** Opening Dataset block **

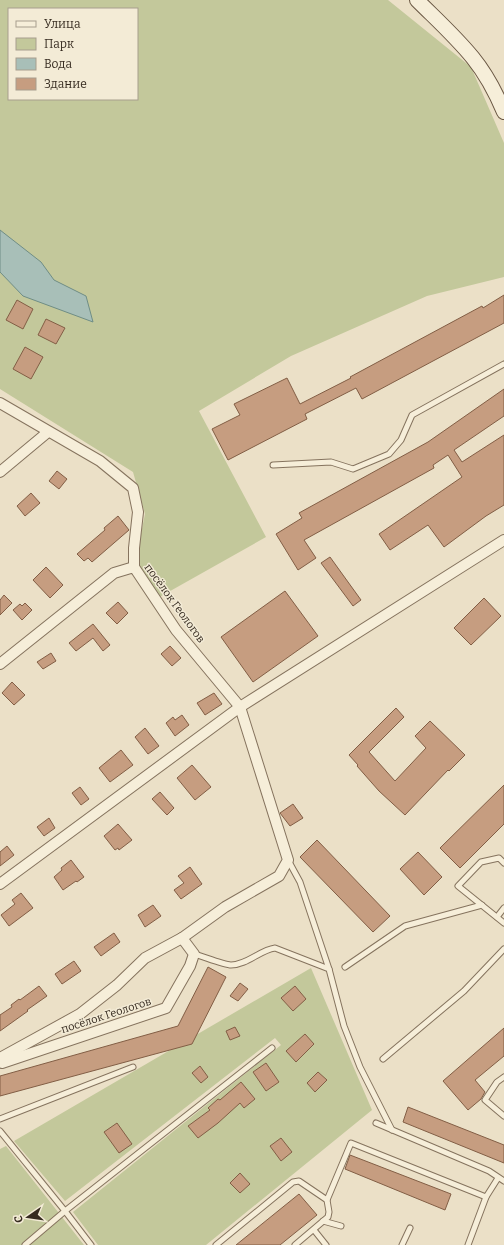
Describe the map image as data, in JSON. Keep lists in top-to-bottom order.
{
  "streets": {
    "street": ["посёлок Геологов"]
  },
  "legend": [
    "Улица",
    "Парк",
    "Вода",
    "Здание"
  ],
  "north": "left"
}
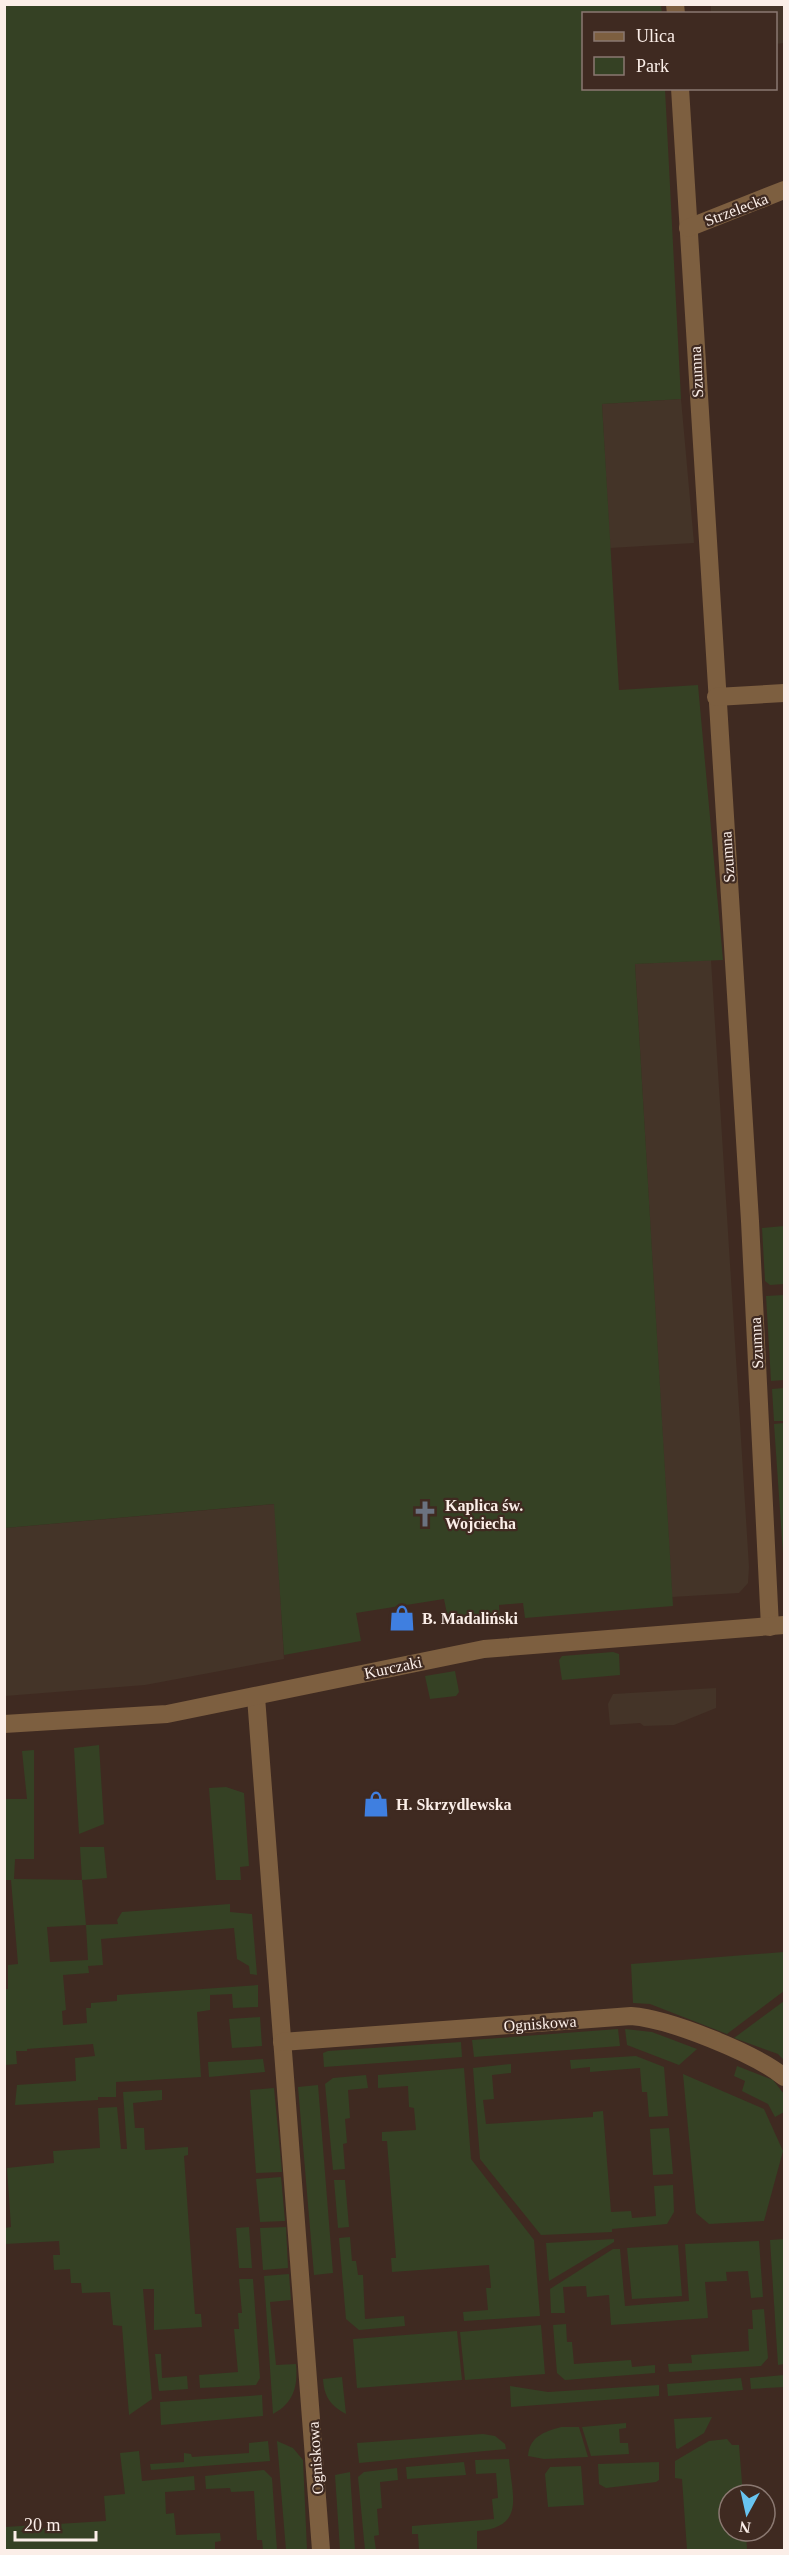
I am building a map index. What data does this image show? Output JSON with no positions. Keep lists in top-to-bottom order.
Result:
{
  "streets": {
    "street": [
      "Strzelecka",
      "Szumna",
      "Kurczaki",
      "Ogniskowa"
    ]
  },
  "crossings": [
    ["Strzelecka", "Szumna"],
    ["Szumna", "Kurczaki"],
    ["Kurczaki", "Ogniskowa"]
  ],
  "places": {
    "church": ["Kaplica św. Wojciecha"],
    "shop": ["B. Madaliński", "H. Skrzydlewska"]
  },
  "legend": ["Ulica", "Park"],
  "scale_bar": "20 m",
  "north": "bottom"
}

** Closing Dataset block **

__What is needed__: Pictures aside, repeat each entry in full and without change.

__Answer__:
Describe the map image as data, in JSON. Keep lists in top-to-bottom order.
{
  "streets": {
    "street": ["посёлок Геологов"]
  },
  "legend": [
    "Улица",
    "Парк",
    "Вода",
    "Здание"
  ],
  "north": "left"
}
I am building a map index. What data does this image show? Output JSON with no positions. Keep lists in top-to-bottom order.
Result:
{
  "streets": {
    "street": [
      "Strzelecka",
      "Szumna",
      "Kurczaki",
      "Ogniskowa"
    ]
  },
  "crossings": [
    ["Strzelecka", "Szumna"],
    ["Szumna", "Kurczaki"],
    ["Kurczaki", "Ogniskowa"]
  ],
  "places": {
    "church": ["Kaplica św. Wojciecha"],
    "shop": ["B. Madaliński", "H. Skrzydlewska"]
  },
  "legend": ["Ulica", "Park"],
  "scale_bar": "20 m",
  "north": "bottom"
}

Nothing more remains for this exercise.